Robert Reich: “Like George W. Bush, Mitt Romney has a pronounced tendency to rush to judgment – to assert America’s military power too quickly, and to assume that we’ll be viewed as weak if we use diplomacy and seek the cooperation of other nations (including Russia and China) before making our moves. President Obama won tonight’s debate not only because he knows more about foreign policy than does Mitt Romney, but because Obama understands how to wield the soft as well as the hard power of America. He came off as more subtle and convincing than Romney – more authoritative – because, in reality, he is. Although tonight’s topic was foreign policy, I hope Americans understand it was also about every other major challenge we face. Mitt Romney is not only a cold warrior; he’s also a class warrior. And the two are closely related. Romney tries to disguise both within an amenable demeanor. But in both capacities, he’s a bully. “

via: truth-has-a-liberal-bias

John Cassidy: “Let’s start with the blindingly obvious: President Obama won last night’s debate in Boca Raton, and won it easily. According to a CBS instant poll of uncommitted voters, his margin of victory was thirty points—fifty-three per cent to twenty-three per cent—a bigger margin even than the one Mitt Romney enjoyed in Denver a few weeks ago. On the question of who would better handle terrorism and national security, the split in Obama’s favor was almost as large: sixty-four per cent to thirty-six per cent. These figures are hardly surprising. From Obama’s very first answer, when he said to his opponent, “Your strategy previously has been one that has been all over the map,” to near the end, when he said, “Governor Romney, you keep trying to airbrush history,” he was the more aggressive debater, the more polished, the more persuasive, and the more punitive”
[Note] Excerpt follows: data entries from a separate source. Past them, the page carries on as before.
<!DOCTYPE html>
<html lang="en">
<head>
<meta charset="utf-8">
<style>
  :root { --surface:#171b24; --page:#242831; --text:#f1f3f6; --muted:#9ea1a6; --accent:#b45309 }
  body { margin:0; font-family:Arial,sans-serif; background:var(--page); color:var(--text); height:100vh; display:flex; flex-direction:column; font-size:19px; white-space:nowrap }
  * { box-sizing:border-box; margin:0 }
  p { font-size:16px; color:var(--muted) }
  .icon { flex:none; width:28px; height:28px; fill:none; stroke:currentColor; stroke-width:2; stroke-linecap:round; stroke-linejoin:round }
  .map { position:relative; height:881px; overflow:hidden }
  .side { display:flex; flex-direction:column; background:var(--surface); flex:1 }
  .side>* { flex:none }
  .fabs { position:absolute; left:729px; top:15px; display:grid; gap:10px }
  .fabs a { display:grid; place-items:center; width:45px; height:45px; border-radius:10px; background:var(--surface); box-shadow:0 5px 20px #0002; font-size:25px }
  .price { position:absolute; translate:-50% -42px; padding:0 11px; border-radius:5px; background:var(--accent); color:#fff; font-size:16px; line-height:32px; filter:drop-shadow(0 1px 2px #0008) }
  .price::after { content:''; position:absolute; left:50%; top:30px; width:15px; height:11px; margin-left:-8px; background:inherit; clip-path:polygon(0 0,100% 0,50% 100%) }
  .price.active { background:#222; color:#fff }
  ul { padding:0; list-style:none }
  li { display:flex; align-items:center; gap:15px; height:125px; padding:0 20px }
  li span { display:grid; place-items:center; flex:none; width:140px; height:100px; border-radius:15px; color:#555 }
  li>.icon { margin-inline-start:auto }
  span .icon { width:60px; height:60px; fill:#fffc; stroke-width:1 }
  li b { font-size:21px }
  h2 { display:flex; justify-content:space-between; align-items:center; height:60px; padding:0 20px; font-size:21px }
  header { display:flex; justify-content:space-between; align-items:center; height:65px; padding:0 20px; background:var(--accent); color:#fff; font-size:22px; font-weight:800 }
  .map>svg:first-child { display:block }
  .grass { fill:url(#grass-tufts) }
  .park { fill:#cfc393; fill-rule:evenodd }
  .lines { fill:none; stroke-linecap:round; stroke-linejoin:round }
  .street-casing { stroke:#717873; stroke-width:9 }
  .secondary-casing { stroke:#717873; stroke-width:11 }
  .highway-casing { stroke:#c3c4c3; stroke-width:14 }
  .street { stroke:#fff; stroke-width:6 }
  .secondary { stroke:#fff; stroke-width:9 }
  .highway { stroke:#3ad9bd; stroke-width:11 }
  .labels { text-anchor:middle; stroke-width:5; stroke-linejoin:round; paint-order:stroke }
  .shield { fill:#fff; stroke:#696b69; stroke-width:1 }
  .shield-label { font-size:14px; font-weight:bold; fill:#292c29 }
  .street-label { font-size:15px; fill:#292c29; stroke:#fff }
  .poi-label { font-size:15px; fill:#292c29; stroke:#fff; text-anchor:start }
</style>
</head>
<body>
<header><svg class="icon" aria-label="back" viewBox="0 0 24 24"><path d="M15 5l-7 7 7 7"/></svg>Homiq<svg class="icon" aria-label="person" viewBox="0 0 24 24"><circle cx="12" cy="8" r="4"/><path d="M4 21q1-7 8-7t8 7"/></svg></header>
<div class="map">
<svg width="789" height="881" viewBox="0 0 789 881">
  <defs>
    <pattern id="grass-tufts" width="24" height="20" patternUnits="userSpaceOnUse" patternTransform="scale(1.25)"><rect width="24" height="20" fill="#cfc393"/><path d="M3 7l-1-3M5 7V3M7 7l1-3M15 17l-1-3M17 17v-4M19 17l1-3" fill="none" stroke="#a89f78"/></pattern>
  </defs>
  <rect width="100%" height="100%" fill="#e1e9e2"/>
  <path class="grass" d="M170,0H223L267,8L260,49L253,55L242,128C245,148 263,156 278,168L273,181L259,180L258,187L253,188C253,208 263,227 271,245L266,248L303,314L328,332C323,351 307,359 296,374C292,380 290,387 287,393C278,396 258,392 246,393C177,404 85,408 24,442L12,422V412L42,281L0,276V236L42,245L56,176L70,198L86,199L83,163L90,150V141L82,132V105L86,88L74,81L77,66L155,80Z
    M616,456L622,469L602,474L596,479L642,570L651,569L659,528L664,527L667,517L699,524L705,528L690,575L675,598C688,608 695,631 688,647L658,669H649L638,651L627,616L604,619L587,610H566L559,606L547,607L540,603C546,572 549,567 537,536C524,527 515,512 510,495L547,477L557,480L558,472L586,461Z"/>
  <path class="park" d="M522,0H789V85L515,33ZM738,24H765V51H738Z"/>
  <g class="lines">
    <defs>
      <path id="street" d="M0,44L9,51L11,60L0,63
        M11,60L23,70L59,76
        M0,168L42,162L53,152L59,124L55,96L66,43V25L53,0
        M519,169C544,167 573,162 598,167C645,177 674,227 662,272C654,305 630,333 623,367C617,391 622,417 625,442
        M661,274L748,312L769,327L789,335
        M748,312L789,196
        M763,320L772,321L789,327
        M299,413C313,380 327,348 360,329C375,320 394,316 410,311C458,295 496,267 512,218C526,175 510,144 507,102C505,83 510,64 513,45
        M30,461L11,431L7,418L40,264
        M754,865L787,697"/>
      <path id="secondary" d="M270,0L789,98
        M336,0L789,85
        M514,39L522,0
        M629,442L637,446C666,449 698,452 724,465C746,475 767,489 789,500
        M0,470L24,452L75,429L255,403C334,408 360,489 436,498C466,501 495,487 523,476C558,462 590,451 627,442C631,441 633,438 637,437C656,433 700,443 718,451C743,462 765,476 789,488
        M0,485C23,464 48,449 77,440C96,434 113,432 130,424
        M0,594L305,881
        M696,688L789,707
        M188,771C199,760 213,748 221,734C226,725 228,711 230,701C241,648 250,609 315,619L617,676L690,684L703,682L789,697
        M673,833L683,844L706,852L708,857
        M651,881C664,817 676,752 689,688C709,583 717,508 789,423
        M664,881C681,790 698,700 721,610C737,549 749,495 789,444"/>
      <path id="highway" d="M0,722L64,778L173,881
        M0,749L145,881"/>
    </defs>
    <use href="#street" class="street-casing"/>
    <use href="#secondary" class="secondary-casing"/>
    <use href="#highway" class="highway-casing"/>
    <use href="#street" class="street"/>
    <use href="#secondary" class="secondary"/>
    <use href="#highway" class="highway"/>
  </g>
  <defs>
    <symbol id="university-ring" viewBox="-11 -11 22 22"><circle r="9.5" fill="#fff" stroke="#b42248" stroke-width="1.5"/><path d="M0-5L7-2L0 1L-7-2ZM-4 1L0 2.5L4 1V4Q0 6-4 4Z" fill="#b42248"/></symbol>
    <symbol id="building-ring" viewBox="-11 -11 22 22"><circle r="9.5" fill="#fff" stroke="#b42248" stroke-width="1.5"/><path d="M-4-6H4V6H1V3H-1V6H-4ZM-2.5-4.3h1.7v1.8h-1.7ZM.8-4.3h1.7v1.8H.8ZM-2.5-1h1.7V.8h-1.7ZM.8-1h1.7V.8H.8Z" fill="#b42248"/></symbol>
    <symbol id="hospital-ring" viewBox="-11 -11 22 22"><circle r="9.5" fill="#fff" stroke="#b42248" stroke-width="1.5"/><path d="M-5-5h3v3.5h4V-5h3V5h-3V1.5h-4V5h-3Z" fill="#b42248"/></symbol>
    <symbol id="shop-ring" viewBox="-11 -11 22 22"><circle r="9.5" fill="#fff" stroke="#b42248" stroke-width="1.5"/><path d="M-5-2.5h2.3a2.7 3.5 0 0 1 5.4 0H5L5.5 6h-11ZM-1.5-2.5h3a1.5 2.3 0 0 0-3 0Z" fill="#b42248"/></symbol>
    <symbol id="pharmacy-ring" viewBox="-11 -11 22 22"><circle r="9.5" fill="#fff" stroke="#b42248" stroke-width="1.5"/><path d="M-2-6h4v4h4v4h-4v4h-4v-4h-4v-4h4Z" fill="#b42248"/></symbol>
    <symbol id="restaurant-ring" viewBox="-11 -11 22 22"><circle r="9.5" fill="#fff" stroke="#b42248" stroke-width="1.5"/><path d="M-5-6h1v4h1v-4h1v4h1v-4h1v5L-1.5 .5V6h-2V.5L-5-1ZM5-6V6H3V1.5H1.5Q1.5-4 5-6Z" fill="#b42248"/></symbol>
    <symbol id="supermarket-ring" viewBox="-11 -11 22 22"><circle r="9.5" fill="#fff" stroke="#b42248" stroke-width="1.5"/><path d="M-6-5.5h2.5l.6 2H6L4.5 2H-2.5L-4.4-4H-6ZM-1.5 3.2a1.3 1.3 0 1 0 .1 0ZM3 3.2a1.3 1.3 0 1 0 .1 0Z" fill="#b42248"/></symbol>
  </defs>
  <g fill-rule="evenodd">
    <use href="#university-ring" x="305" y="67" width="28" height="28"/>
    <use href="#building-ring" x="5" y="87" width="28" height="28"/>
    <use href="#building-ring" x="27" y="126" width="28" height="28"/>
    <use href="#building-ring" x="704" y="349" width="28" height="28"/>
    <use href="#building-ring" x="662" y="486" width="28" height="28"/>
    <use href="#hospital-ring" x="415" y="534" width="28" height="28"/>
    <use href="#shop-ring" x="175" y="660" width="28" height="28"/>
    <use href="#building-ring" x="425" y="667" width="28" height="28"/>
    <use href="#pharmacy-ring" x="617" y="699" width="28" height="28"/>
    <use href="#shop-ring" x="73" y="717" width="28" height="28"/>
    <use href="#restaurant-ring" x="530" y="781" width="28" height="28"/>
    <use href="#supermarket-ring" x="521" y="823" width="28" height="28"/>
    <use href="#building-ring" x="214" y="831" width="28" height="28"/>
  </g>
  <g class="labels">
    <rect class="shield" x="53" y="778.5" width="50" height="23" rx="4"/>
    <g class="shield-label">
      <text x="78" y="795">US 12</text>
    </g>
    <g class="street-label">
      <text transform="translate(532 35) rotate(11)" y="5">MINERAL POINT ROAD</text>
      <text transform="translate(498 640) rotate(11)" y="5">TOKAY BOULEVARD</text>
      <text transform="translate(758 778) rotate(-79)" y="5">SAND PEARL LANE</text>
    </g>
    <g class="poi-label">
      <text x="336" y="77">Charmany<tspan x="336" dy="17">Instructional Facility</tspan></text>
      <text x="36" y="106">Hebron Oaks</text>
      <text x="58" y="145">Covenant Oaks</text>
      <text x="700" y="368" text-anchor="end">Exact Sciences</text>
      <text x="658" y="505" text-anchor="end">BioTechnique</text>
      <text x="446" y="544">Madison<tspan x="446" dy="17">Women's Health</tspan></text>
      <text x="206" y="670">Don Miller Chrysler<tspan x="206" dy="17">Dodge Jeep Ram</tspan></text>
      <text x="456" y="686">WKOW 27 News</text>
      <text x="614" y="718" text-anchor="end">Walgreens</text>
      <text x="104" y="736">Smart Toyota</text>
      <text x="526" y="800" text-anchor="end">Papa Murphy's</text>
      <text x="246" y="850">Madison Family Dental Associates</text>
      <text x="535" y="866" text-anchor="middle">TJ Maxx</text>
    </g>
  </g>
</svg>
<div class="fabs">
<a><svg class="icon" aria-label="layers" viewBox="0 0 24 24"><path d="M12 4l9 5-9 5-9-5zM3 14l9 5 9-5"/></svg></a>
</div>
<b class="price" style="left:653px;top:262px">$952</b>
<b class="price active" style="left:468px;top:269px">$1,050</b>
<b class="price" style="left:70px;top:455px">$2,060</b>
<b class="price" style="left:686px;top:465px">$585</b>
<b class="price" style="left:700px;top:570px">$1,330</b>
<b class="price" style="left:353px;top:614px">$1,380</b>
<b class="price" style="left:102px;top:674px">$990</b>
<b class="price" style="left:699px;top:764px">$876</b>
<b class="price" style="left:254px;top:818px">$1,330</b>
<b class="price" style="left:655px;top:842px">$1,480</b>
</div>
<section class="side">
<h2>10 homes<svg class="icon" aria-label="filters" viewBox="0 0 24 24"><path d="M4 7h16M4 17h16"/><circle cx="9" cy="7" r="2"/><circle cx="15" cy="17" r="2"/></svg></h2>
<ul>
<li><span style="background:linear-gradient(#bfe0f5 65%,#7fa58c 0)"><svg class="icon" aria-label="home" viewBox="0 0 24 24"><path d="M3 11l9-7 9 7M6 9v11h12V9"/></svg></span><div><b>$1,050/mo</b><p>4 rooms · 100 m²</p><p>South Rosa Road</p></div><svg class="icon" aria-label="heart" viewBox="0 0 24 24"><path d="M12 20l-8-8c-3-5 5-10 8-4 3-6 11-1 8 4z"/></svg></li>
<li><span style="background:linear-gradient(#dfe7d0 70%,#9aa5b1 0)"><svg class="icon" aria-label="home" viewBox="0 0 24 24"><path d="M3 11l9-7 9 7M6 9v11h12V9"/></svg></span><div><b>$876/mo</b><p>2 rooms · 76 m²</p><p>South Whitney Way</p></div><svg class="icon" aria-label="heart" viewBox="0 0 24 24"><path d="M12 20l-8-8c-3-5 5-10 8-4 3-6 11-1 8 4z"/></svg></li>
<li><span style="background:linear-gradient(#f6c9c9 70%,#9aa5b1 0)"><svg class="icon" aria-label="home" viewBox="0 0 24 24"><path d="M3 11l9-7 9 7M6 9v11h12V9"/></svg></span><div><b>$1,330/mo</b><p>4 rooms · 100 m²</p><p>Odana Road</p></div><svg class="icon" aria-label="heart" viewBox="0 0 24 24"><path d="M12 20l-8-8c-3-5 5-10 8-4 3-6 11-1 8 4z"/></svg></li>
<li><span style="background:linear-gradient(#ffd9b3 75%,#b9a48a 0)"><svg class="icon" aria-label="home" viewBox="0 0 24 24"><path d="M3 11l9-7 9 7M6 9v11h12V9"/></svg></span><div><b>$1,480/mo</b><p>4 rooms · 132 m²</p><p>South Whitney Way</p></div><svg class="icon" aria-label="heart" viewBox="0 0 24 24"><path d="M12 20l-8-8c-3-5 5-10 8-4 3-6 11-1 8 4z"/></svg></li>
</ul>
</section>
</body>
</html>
Hilariously, after the final debate, Bill Kristol predicts that Romney will be the next president: “Romney is now on track to becoming the third challenger to win in the last 32 years—and the first in 80 years to defeat an incumbent who didn’t have a primary challenge. Tonight, Romney seems as fully capable as—probably more capable than—Barack Obama of being the next president. He probably will be.” This from the man who was Sarah Palin’s most ardent, unflinching talent scout.